Not so long ago, it was common to hear foresters refer to native grasses and other non-woody plants growing beneath and between trees as “LGS” – “little green stuff.” But today, word on their ecosystem benefits and services is spreading. In addition to their beauty and the soft rustling motion they bring to our landscape, native grasses hold the soil, keep out invading weeds, and provide habitat for a myriad of creatures from elk, deer and antelope to tiny mammals, ground nesting birds and lizards. They sequester carbon dioxide in the soil, prevent flooding and soil erosion, and can slow and process rain to recharge the ground. Reduced runoff volume from native grass-covered areas even offers economic benefits – a healthy grass stand can decrease the scope of storm-water management requirements and costly structures used in urban development.

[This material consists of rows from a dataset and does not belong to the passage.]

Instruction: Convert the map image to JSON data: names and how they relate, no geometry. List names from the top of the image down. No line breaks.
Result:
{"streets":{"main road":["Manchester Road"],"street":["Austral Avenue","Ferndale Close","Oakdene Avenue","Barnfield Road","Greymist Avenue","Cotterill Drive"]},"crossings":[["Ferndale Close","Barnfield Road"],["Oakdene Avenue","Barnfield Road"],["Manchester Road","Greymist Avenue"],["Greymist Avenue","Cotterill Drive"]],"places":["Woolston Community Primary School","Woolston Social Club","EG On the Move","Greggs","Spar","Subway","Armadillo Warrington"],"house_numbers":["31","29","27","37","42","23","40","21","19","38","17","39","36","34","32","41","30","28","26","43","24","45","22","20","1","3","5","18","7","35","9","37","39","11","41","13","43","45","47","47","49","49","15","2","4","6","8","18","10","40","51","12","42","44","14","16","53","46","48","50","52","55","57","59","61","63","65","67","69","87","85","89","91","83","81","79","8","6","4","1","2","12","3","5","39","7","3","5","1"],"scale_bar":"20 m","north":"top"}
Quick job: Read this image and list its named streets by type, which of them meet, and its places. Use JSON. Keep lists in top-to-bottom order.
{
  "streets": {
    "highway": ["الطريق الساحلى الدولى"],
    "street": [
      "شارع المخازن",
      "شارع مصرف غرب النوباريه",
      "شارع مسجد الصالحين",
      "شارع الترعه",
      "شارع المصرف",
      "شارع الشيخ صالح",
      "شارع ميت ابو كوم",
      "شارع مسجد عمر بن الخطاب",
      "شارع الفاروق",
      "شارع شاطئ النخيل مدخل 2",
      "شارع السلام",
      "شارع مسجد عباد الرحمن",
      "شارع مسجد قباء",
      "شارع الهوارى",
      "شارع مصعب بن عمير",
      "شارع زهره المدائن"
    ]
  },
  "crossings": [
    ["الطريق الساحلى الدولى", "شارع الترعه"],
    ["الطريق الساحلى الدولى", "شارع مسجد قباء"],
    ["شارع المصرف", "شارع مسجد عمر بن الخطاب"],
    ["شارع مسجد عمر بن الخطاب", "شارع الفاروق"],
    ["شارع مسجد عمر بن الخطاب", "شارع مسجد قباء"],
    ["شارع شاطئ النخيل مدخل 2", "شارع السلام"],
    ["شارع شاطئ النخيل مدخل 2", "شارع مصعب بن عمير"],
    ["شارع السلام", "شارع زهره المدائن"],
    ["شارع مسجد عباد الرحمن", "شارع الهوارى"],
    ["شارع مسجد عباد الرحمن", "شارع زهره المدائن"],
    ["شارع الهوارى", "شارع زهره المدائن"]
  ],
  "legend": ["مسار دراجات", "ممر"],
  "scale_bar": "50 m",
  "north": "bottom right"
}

On this November day the seed collecting trio – Museum of Northern Arizona Research Botanist Jan Busco and Living Collections volunteers Sara Skinner and Diane Traylor – gathers seeds locally in Flagstaff ponderosa pine oak woodland. On other days they will visit populations in Coconino, Navajo, Yavapai and Gila Counties where this Arizona endemic species grows in sunny openings in pine and pinyon-juniper forests. The AZNPS grant provides for several travel days to reach black dropseed in diverse growing conditions throughout its range.
Busco first encountered black dropseed at McAllister Ranch in 1999, when she and a co-worker came upon a naturally –occurring patch that looked as neat and tidy as a carefully-tended lawn.
But the idea that black dropseed might make an excellent native lawn is not new. Long before, in 1923, R.R. Hill, United States Forest Service Assistant Chief of Range Management, wrote:
“Black sporobolus is the best grass that grows within its range; very resistant to drought and grazing and capable of spreading vegetatively. It greens up early and remains so continuously until late in the season. I believe it has possibility as a lawn grass. It richly deserves extensive experimentation.”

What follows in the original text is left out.